Donald Trump reportedly not interested in Big Data, while Hillary Clinton relying on microtargeting to deliver big results

According to reports in the American media, Donald Trump is ignoring Big Data and going with his gut feelings, his instincts and unbelievable audacity in his bid to win the US presidential elections later this year. 

Now there’s a surprise.

Hillary Clinton, on the other hand, is apparently keenly interested in the insights that data analytics can deliver, and the Democratic Party is said to be using them for microtargeting her potential voters.

Trump, of course, is running for the Republican Party, which seems to have become known for its anachronistic view of the world, and its varying levels of hostility towards any technology newer than the musket.

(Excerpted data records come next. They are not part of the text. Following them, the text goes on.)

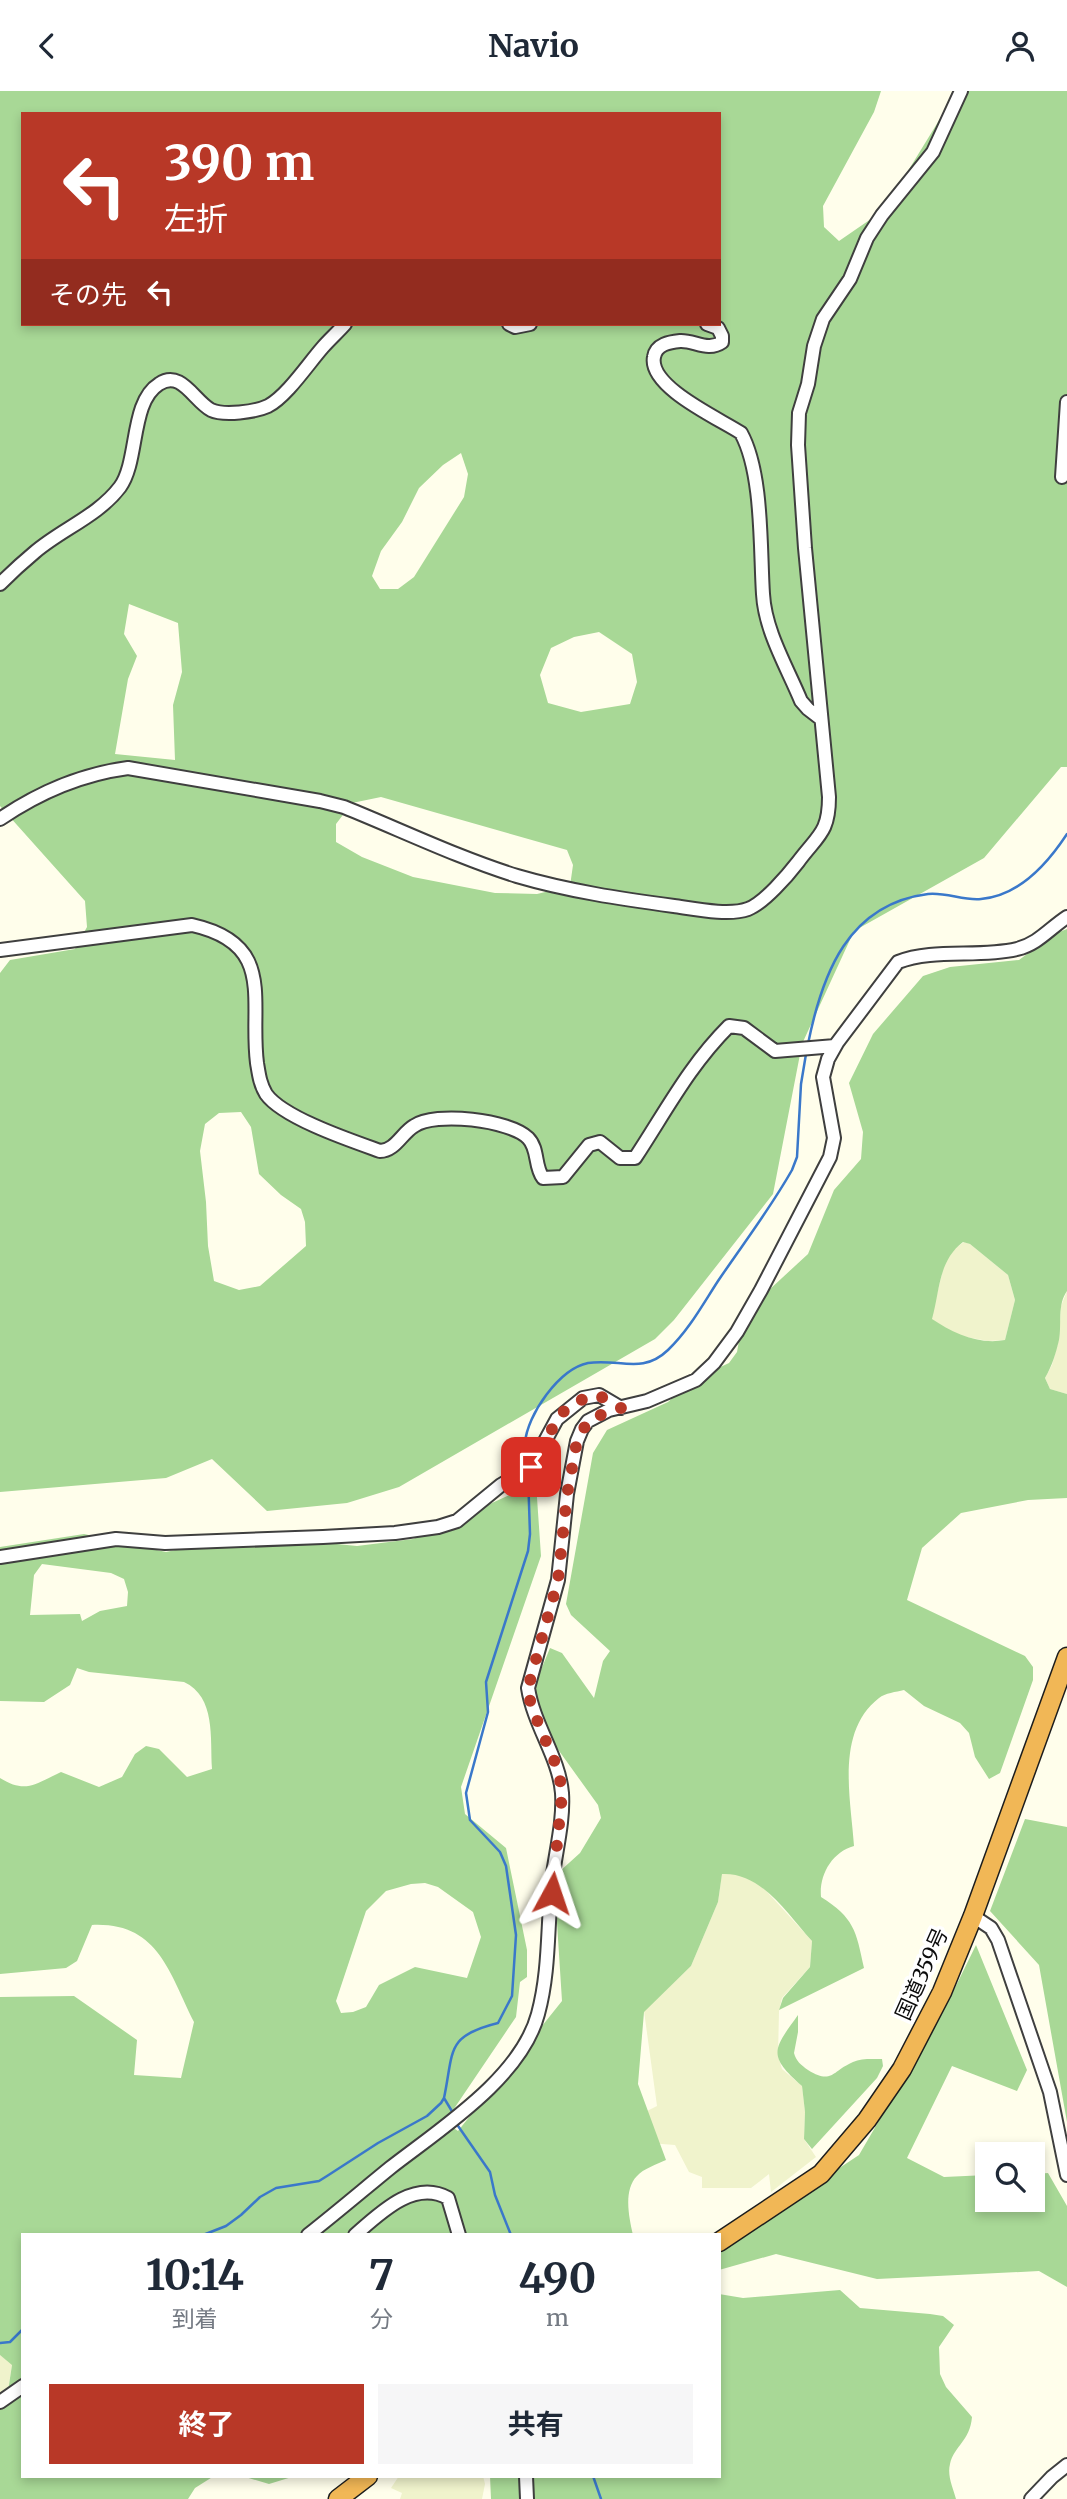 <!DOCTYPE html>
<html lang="ja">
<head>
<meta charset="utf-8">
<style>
	:root { --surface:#fff; --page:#f6f6f7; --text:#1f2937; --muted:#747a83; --accent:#b83827 }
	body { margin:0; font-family:Merriweather,"Noto Sans JP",serif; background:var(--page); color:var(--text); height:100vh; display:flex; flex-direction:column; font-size:26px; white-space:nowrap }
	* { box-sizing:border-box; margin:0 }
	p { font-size:23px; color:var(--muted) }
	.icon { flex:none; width:38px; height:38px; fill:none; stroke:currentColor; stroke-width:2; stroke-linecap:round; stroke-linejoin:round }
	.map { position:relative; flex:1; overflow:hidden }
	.drawer { position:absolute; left:21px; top:2142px; width:700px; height:245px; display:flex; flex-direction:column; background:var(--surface); border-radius:0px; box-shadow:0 4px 10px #0003 }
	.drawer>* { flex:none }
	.hud { position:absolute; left:21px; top:21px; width:700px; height:214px; border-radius:0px; box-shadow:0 4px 10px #0003; background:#b83827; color:#fff; overflow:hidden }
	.fabs { position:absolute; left:975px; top:2051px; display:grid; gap:14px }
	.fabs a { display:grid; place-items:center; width:70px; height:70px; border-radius:0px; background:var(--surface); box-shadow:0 4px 10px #0003; font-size:35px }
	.pin { position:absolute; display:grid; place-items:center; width:60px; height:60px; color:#fff; margin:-30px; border-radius:14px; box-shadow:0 4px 10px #0006 }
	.me { position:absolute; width:77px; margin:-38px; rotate:5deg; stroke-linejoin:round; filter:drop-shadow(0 0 5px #0008) }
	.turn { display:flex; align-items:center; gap:24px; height:147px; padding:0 28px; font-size:32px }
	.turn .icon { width:91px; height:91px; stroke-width:2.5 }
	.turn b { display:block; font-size:49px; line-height:60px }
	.then { display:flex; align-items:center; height:66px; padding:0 28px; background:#0003; gap:14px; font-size:26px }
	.eta { display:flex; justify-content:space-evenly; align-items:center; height:119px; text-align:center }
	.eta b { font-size:42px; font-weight:700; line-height:49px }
	.primary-button { display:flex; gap:14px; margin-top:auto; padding:14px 28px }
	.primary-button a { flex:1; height:80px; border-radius:0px; background:var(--accent); color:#fff; font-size:28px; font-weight:700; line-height:80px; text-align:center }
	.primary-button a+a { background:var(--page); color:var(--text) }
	header { display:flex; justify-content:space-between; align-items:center; height:91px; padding:0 28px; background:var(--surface); font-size:32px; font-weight:700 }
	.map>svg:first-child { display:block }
</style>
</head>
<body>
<header><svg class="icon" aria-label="back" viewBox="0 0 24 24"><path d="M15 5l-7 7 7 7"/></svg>Navio<svg class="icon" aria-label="person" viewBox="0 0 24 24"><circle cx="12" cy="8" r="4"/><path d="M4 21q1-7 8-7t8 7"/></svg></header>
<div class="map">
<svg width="1067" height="2408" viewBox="0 0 1067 2408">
	<rect width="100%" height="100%" fill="#fffeeb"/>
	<path fill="#f0f3cc" d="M964,1151L970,1153L1008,1184L1015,1209L1005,1249L988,1250L955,1244L931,1228L945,1170L953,1159Z
		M1067,1200V1303L1050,1298L1045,1287L1052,1274L1059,1248L1061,1215Z
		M722,1782H735L760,1793L812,1850L810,1876L782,1907L779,1920L778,1965L782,1978L802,1995L805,2021L804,2048L816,2066L771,2101L769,2083L751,2097H702V2086L689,2081L675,2054L623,2050V2032L657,2015L644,1920L691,1875L718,1811Z
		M0,2264L12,2273L8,2300L0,2310Z
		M399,2385H483L485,2393L482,2408H400L402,2402L391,2397Z"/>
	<path fill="#a8d896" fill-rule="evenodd" d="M0,0H881L874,21L823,115L824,136L839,150L884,119L957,0H1067V676H1061L984,767L854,840L802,953L773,1103L674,1229L655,1248L399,1396L347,1412L267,1420L212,1368L166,1387L0,1401V882L10,869L75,858L87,836L85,810L0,715ZM23,23H719V233H23ZM461,362L468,383L464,406L414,486L398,498H380L372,485L381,460L402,431L419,397L443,374ZM129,513L178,532L182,581L173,614L175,669L115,663L128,588L137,565L124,543ZM599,541L632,563L637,591L630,613L581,621L548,612L540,584L551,557L574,546ZM381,706L567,759L573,774L570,795L537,803L495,802L413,786L362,766L336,751V733L352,712ZM241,1021L251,1036L259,1083L281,1104L301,1118L305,1131L306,1155L260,1195L239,1199L214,1190L208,1155L206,1111L200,1060L205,1033L219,1022Z
		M1067,838V1200C1057,1214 1062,1233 1059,1249C1056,1262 1052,1275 1045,1287L1050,1298L1067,1303V1407L1028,1409L961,1422L922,1457L907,1509L1025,1565L1033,1576V1589L1000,1682L989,1688L975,1666L969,1642L960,1632L924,1615L904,1599C896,1601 885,1602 879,1607C835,1641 851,1708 854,1755C832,1761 819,1784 821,1806C854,1827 856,1839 864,1877L779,1919L783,1907L810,1876L812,1850C787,1823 762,1781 722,1783L718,1811L691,1875L644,1921L638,1993L666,2069C657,2073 643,2078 637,2085C623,2099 629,2127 633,2144H23V2385H214L195,2397L188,2408H0V2310L8,2300L12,2274L0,2264V1906L74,1905L137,1949L134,1984L181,1987L194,1931C169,1881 158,1831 92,1834L77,1870L66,1877L0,1883V1687C26,1703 35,1693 61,1681L99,1696L122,1686L135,1663L146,1655L159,1658L187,1686L212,1678C210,1647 216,1606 184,1591L89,1581L77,1577L70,1594L44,1611L0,1610V1456L84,1443L166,1461L247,1444L357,1455L413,1448L536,1392L541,1465L461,1696L465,1723L506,1757L527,1859V1886L520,1891L516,1926L445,2031L458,2040L562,1910L557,1832L559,1781L580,1762L601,1727L598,1714L539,1632L529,1608L550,1557L562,1562L594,1607L603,1570L610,1560L571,1524L566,1513L593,1362L607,1339L668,1311L691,1290L729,1272L737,1261L744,1222L808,1163L834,1099L861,1068L863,1041L849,992L873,943L923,885L950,876L1019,869L1054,843ZM963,1151L970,1153L1008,1184L1015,1209L1005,1249C978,1254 953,1242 932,1228C940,1200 938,1170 963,1151ZM42,1473L111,1482L124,1488L128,1501L127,1515L100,1520L82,1530L80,1523L30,1524L34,1484ZM425,1792L438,1796L473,1821L481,1846L467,1887L415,1876L379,1894L366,1916L353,1921L341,1922L336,1910L366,1820L386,1800L411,1793Z
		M1025,1728L1067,1736V2031L1039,1874L990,1820Z
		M976,1854L1027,1979L1017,2000L952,1975L907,2067L944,2086L987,2084V2109H1032L1033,2083L1048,2082L1067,2115V2196L1039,2180L877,2188L776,2163L719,2179V2157L859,2064L947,1913Z
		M798,1924V1941L794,1962C796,1970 801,1974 808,1979C832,1994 832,1980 853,1971C861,1967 873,1968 882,1968L883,1975L877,1987L812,2058L804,2048L805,2021L802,1995C767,1964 773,1959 798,1924Z
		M840,2199L860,2217L930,2223L943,2225L954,2234L939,2256L940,2283L946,2296L972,2326C970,2350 954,2355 950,2373C947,2385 953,2397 956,2408H491L490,2385H719V2203L743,2207Z
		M242,2385H295L269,2393Z"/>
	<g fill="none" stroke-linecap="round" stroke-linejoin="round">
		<path stroke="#3a78ca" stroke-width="2.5" d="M808,953C822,883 848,813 928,803C946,801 964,810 981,808C1019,805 1048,772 1067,743
			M527,1373C526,1366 524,1358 525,1352C527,1324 559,1278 588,1272C619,1267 642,1284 668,1259C689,1239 703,1213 718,1190C743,1153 770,1118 792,1079L797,1066L801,993L806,963
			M444,2007L453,2022
			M456,2032L490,2081L495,2104L511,2144
			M203,2144L226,2135L241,2124L260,2106L276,2097L319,2090L327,2085L378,2052L427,2025L441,2012L444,2007C454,1960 445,1945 498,1932L512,1905L516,1844L506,1775L500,1761L470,1729L466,1702L488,1621L486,1591L528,1460L530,1443L528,1383
			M0,2252L10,2251L23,2238
			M593,2385L601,2408"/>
		<g stroke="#3f3f3f" stroke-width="16">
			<path id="minor" d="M509,233L515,236L530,233
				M707,233L718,237L722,245V251C708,261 694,249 680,250C670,251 656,253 654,266C648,296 720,328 741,342C763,382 760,457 763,503C765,540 787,576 801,610L808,618L821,628
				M1062,386L1067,311
				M0,493C11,482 23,471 35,461C62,438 98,425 120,396C139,370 130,311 159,293C181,278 194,310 211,319C224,325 255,321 268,315C287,305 308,273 323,256C330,248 338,241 345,233
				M0,728C38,702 83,683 128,677L320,710L344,716C401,739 459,767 517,785C568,800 622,808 674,815C695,818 729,825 748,818C764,812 788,784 798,771C818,744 829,742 829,706L805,457L798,354L799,322L808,293L814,255L823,228L850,188L867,147L882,124L933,61L961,0
				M0,859L192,834C277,853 249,910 257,972C259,984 260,993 266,1003C283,1027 352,1050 380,1060C395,1060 402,1042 414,1035C435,1020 510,1029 528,1047C539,1058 534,1075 543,1087L563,1086L589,1054L600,1051L620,1067H635C666,1020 689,975 729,935L744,937L775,960L835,955
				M0,1466L116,1448L165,1452L323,1446L395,1442L438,1436L457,1430L501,1394L531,1376L557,1328L583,1307L599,1304L621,1317
				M973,1825L991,1837L998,1849L1050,2001L1067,2084
				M308,2144C336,2122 363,2099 390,2077C440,2038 521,1987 538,1923C550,1879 547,1835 552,1791C555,1763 564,1731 562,1702C559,1666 534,1635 528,1597L558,1489L567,1403L577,1350L582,1338L588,1330L609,1319L647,1310L696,1289L714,1272L737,1241L761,1199L830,1066L834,1047L823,986L828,968L837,952L898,871C933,857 979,867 1017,858C1038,853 1050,837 1067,826
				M355,2144C380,2122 414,2088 448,2107L459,2144
				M0,2311L23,2295
				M526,2385L527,2408
				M1031,2408L1052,2386L1067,2374"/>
		</g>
		<g stroke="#1d1d1d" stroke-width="21">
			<path id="highway" d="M719,2151L821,2083L867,2029L902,1978L942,1901L973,1825L1067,1566
				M338,2408L368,2385"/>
		</g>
		<use href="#minor" stroke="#fff" stroke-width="12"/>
		<use href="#highway" stroke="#f1b756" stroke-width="18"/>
	</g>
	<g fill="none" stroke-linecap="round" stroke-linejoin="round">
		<path stroke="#b83827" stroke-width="12" stroke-dasharray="0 21.6" d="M531,1376C556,1345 548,1314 598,1304L621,1317L609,1320L588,1330L577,1350L567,1404L558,1489L528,1597L531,1615L559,1681L562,1704L552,1802"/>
	</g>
	<g text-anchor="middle" stroke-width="7" stroke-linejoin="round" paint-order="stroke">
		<g font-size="21" fill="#0c0c0c" stroke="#fff">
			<text transform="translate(922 1883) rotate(-66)" y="7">国道359号</text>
		</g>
	</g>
</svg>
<div class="fabs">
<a><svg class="icon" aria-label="search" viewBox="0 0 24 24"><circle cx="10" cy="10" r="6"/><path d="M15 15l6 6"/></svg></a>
</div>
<div class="pin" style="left:531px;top:1376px;background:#d93025"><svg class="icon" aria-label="arrive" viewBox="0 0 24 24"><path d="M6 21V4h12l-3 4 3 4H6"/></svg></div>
<svg class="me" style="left:552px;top:1802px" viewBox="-20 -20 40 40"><path d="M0-17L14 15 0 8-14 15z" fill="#b83827" stroke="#fff" stroke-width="4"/></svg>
<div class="hud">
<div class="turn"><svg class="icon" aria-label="left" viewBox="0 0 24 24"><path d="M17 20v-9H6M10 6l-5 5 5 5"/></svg><div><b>390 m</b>左折</div></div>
<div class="then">その先<svg class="icon" aria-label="left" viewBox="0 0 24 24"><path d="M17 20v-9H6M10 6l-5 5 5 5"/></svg></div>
</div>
<section class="drawer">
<div class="eta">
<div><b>10:14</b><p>到着</p></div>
<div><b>7</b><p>分</p></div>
<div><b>490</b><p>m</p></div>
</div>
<div class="primary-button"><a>終了</a><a>共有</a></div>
</section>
</div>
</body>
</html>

Trump being a businessman — and one who likes to brag about his success as often as possible — you might imagine that he would be interested in the insights Big Data can provide. But, according to quotes he gave to Associated Press, Trump thinks personality matters much more than data science.

“Obama got the votes much more so than his data processing machine,” Trump told AP, as reported by Mic.com. “And I think the same is true with me.”

It’s been reported that Trump doesn’t use advisors very much, preferring to rely on his ability to work stuff out on his own. He has huge self-belief, but magazines like Salon.com routinely lambast him for what would be, as they see it, his “disastrous” presidency and label some of his policies “idiocy”. In fact, much of the media attacks him.

If data scientists were in charge of Trump’s campaign, such vilification in the media would surely not go unanswered — the metrics simply would not allow it. But Trump seems to thrive on it, and apparently even encourages it.

And by most accounts, Trump is leading in the opinion polls. What kind of metrics can possibly explain that?

Current US President Barack Obama was said to have used data analytics to unprecedented levels during both his 2008 and 2012 presidential election campaigns. And it’s likely that his would-be successor, Hillary Clinton, will do the same.

Clinton herself seems to have picked up an image of someone not totally comfortable with some aspects of new technology, famously getting into a muddle with her email server backups. But perhaps that’s a little unfair, as many of us might have accidentally deleted thousands of our own emails or done something even more stupid, although not many of us are in the upper echelons of the US government.

In any case, Clinton herself does not need to be personally au fait with any technology at all — just needs to be able to understand what her geeks are telling her and make decisions based on the information she is receiving.

And Clinton’s geeks do seem to be a cut above the rest — alpha geeks if you will.

According to a report in Forbes.com, the Clinton geeks have taken to something called “microtargeting”, which is more or less as it sounds — look at each and every voter in detail and work out specific strategies aimed at them.

It would’ve been interesting to see an all-metrics-blazing showdown between Republican geeks and Democrat geeks, to go along with the compelling contest between Clinton, who would be the first female US president in history, and Trump, who would be the first US president in history who got to the White House by saying all the wrong things and enjoying it.

However, since Trump seems to have dispensed with virtually all professional political advice — recently even sacking his campaign manager — we are more likely to see a contest between the Big Data Goliath of the Democrats on the one side, and Trump playing the David character on the other, hurling out verbal slingshots ranging from the merely controversial to the outright preposterous — and all with a totally straight face.

Having said that, Trump is nothing if not in tune with a certain mood within the electorate, and perhaps real-time data analytics would be of more interest to him.

Ultimately, however, it’s difficult to believe that Trump, Clinton or anyone else could get to the White House without using Big Data analytics of some description or other.